4. Create and edit images and buttons, change up text (maybe even size and font), rearrange things, or create new pages entirely


5. Don’t get too crazy with all the data and feedback. Go ahead and start testing with just a few variations, see what’s working and optimize some more


When you’re ready to execute on CRO, you can do A/B testing and create your own landing pages without bothering your already busy, probably frequently annoyed-with-you, tech team.


A/B Testing



Conversion rate optimization (CRO) is the hot new thing because of the potential it has to double your revenue without doubling your costs, which also allows you to increase your marketing budgets and makes marketing your business more profitable.

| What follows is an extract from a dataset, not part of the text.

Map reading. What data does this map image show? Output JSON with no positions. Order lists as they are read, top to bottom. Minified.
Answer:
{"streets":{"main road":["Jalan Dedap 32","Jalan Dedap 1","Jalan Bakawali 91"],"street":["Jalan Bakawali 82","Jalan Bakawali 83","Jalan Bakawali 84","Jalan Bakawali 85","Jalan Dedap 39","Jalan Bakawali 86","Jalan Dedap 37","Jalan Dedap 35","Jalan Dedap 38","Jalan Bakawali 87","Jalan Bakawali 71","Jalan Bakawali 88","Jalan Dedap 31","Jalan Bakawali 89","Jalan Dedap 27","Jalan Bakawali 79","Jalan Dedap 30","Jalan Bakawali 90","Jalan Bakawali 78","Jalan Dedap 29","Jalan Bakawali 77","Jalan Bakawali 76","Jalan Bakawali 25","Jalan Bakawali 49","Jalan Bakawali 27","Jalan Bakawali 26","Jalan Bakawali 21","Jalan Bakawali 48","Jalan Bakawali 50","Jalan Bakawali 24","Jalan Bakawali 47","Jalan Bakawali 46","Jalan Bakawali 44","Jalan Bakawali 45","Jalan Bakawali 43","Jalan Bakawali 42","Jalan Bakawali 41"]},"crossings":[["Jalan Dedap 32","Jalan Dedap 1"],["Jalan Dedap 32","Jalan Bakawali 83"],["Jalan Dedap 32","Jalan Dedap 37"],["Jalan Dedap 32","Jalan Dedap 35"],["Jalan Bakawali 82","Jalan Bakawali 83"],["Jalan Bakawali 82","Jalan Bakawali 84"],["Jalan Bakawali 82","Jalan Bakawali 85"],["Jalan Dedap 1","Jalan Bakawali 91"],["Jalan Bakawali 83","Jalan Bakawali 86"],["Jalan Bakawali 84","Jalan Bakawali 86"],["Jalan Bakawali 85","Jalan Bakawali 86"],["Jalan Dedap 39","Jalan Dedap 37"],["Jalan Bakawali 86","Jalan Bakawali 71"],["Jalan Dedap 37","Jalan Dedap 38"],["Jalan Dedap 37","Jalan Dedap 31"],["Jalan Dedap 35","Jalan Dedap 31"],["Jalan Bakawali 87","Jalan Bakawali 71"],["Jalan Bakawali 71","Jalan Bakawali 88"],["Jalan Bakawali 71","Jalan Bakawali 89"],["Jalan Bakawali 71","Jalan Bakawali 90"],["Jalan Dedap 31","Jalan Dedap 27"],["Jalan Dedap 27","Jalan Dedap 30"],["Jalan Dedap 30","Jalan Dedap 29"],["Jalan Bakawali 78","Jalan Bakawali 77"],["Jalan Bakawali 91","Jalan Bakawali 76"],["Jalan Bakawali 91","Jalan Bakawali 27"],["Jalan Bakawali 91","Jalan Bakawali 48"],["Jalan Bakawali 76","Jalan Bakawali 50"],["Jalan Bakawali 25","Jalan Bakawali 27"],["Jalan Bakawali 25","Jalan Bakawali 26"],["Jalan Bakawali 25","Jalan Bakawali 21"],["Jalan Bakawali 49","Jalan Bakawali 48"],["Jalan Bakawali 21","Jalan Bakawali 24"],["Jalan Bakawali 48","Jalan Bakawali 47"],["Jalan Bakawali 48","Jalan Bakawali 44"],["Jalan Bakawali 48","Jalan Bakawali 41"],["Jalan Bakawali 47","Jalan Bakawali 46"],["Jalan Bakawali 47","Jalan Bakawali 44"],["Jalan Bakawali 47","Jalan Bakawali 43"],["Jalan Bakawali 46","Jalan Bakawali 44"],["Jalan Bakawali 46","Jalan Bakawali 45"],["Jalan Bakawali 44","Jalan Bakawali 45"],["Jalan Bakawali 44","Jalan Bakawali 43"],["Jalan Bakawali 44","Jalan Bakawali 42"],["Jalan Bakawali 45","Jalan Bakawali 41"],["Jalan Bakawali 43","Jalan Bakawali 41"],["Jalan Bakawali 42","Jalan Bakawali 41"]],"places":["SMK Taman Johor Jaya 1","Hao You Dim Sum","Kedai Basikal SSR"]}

Most companies neglect CRO though, not because they don’t think it’s important, but because their tech team is preoccupied with many, many other things. Building great products and software as well as maintaining them certainly isn’t an easy job.


First, let’s focus on a few rules on what to test for CRO and how to test:


1. Define the challenge (more sales of A, more newsletter subscriptions, more visitors funneling to the next page) and the webpage to test


2. List potential reasons for your low conversion, problem areas on the webpage



  • Think about what’s essential to the webpage and what could be removed

  • Get some users and survey them on where the friction is. Ask them questions like “What would you change on this page?”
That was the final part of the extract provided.